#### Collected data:

————————

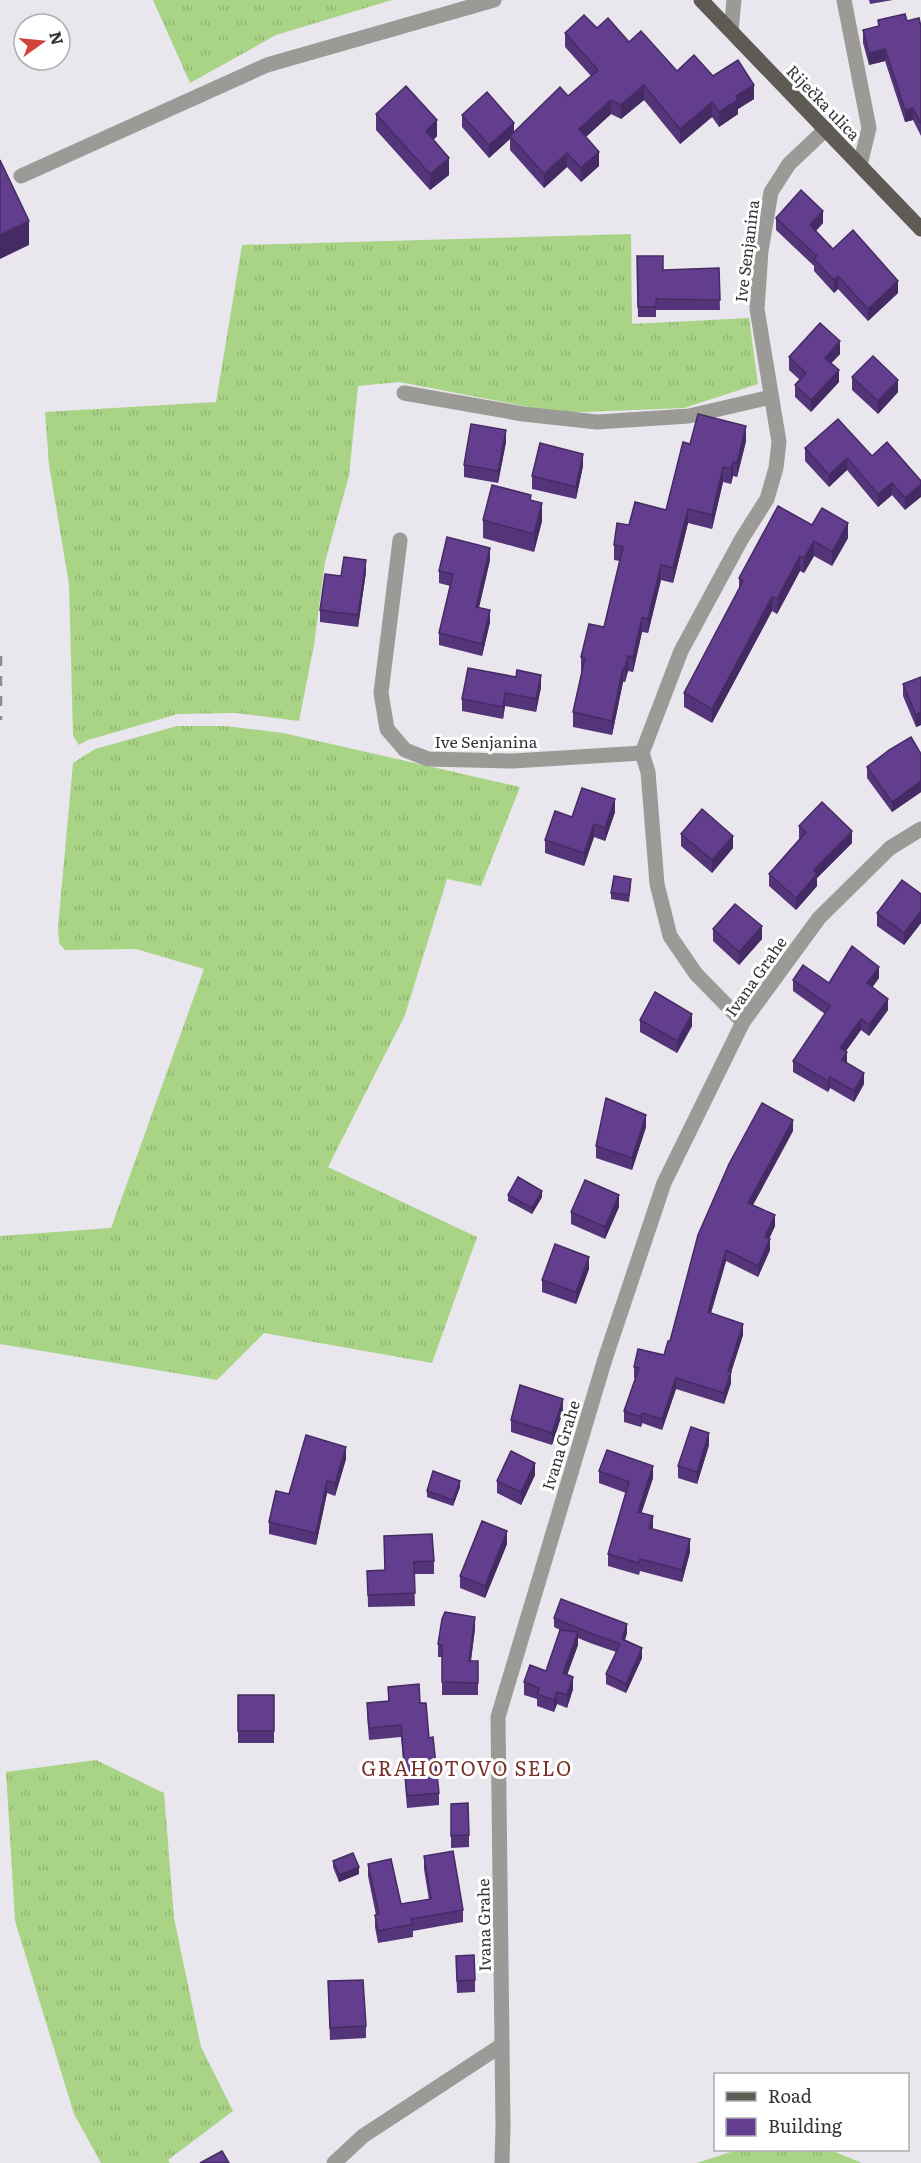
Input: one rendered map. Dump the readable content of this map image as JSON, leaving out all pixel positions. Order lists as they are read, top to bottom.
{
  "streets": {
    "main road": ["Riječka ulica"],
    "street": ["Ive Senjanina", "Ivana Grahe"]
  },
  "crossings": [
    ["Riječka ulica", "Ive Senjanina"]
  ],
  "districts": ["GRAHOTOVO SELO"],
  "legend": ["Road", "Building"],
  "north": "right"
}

————————

#### What is needed:
The entries must be written out again unchanged. Images are to be left out.

#### The answer:
Input: one rendered map. Dump the readable content of this map image as JSON, leaving out all pixel positions. Order lists as they are read, top to bottom.
{
  "streets": {
    "main road": ["Riječka ulica"],
    "street": ["Ive Senjanina", "Ivana Grahe"]
  },
  "crossings": [
    ["Riječka ulica", "Ive Senjanina"]
  ],
  "districts": ["GRAHOTOVO SELO"],
  "legend": ["Road", "Building"],
  "north": "right"
}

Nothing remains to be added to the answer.